*Directions for this task:* Write back every record verbatim.

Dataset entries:
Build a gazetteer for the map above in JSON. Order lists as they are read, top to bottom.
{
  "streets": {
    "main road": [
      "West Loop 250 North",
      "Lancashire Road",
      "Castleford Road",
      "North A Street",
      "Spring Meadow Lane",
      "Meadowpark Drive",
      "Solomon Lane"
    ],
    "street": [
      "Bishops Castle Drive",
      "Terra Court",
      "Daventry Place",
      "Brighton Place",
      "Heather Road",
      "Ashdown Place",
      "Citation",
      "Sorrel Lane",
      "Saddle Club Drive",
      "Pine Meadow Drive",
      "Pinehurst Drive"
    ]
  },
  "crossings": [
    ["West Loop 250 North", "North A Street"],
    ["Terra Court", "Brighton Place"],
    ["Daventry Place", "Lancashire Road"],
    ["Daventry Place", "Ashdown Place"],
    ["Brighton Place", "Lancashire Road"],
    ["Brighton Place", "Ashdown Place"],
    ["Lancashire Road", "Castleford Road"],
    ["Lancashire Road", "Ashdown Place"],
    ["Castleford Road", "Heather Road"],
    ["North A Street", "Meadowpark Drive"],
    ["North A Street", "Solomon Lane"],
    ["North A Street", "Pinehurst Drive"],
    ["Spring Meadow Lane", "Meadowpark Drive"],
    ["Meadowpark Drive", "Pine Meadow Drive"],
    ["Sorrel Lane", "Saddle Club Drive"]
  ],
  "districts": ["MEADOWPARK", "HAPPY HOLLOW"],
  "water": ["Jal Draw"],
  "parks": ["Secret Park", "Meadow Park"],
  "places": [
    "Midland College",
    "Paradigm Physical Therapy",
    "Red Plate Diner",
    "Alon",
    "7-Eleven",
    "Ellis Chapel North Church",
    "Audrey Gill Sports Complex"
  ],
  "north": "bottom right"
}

*Task answer:*
Build a gazetteer for the map above in JSON. Order lists as they are read, top to bottom.
{
  "streets": {
    "main road": [
      "West Loop 250 North",
      "Lancashire Road",
      "Castleford Road",
      "North A Street",
      "Spring Meadow Lane",
      "Meadowpark Drive",
      "Solomon Lane"
    ],
    "street": [
      "Bishops Castle Drive",
      "Terra Court",
      "Daventry Place",
      "Brighton Place",
      "Heather Road",
      "Ashdown Place",
      "Citation",
      "Sorrel Lane",
      "Saddle Club Drive",
      "Pine Meadow Drive",
      "Pinehurst Drive"
    ]
  },
  "crossings": [
    ["West Loop 250 North", "North A Street"],
    ["Terra Court", "Brighton Place"],
    ["Daventry Place", "Lancashire Road"],
    ["Daventry Place", "Ashdown Place"],
    ["Brighton Place", "Lancashire Road"],
    ["Brighton Place", "Ashdown Place"],
    ["Lancashire Road", "Castleford Road"],
    ["Lancashire Road", "Ashdown Place"],
    ["Castleford Road", "Heather Road"],
    ["North A Street", "Meadowpark Drive"],
    ["North A Street", "Solomon Lane"],
    ["North A Street", "Pinehurst Drive"],
    ["Spring Meadow Lane", "Meadowpark Drive"],
    ["Meadowpark Drive", "Pine Meadow Drive"],
    ["Sorrel Lane", "Saddle Club Drive"]
  ],
  "districts": ["MEADOWPARK", "HAPPY HOLLOW"],
  "water": ["Jal Draw"],
  "parks": ["Secret Park", "Meadow Park"],
  "places": [
    "Midland College",
    "Paradigm Physical Therapy",
    "Red Plate Diner",
    "Alon",
    "7-Eleven",
    "Ellis Chapel North Church",
    "Audrey Gill Sports Complex"
  ],
  "north": "bottom right"
}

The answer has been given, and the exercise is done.